5.29 Foster illustrated that in the aftermath of the tragic Kenyan police Eurocopter
AS350 helicopter crash on 10 June 2012, Airbus (the manufacturer) was
becoming estranged from the Kenyan authorities. A directive by a Senior Vice
President of Airbus, ****-******** ******, assigned Foster and his team the
mission of repairing high-level relations with the Kenyan Government. The
campaign led to a restoration of Airbus’ relationship with the Kenyan authorities.
Foster opined that after performing all these services for Airbus, it was unfair to
portray him falsely as a facilitator of bribes. And that the misrepresentation of
his contributions and the failure to recognise the lawful nature of his activities
have resulted in unwarranted allegations of corruption.
5.30 Foster contended that contrary to the assertion that he lacked relevant aviation
experience, he obtained a Private Pilot’s License in South Africa in 2000. And
that, in any case, Airbus’ criteria for business partners did not require
aeronautical experience. Further, he stated that his engagement with Airbus was
not predicated on family connections but on a genuine interest and
understanding of the aviation sector.
5.31 Foster stated that his engagement by Airbus was based on a success-based
commission model, which is standard within the industry and entirely contingent
on the successful finalisation of deals. And that this distinguished his work a
world away from a regime of inducive payments to secure business.

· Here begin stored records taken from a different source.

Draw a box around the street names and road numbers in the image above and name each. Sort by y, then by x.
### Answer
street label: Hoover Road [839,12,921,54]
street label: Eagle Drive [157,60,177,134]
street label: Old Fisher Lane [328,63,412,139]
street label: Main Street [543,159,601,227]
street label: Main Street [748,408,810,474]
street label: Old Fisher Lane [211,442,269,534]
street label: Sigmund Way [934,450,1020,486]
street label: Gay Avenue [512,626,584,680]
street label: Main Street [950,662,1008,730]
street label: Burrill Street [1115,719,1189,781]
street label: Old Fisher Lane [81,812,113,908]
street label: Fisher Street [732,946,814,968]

5.32 Philip Sean Middlemiss stated that he unequivocally denied the accusations that
he was involved in bribery activities with Ghanaian public officials or any
individuals on behalf of Airbus. He contended that from late 2009 to
approximately 2012, he served legitimately and in good faith as a consultant and
business partner for Airbus. And that his primary role was to assist and facilitate
in the completion of the sale and purchase of the aircraft which had already been
selected and approved by the relevant government authorities and agencies
before the involvement of him and his colleagues.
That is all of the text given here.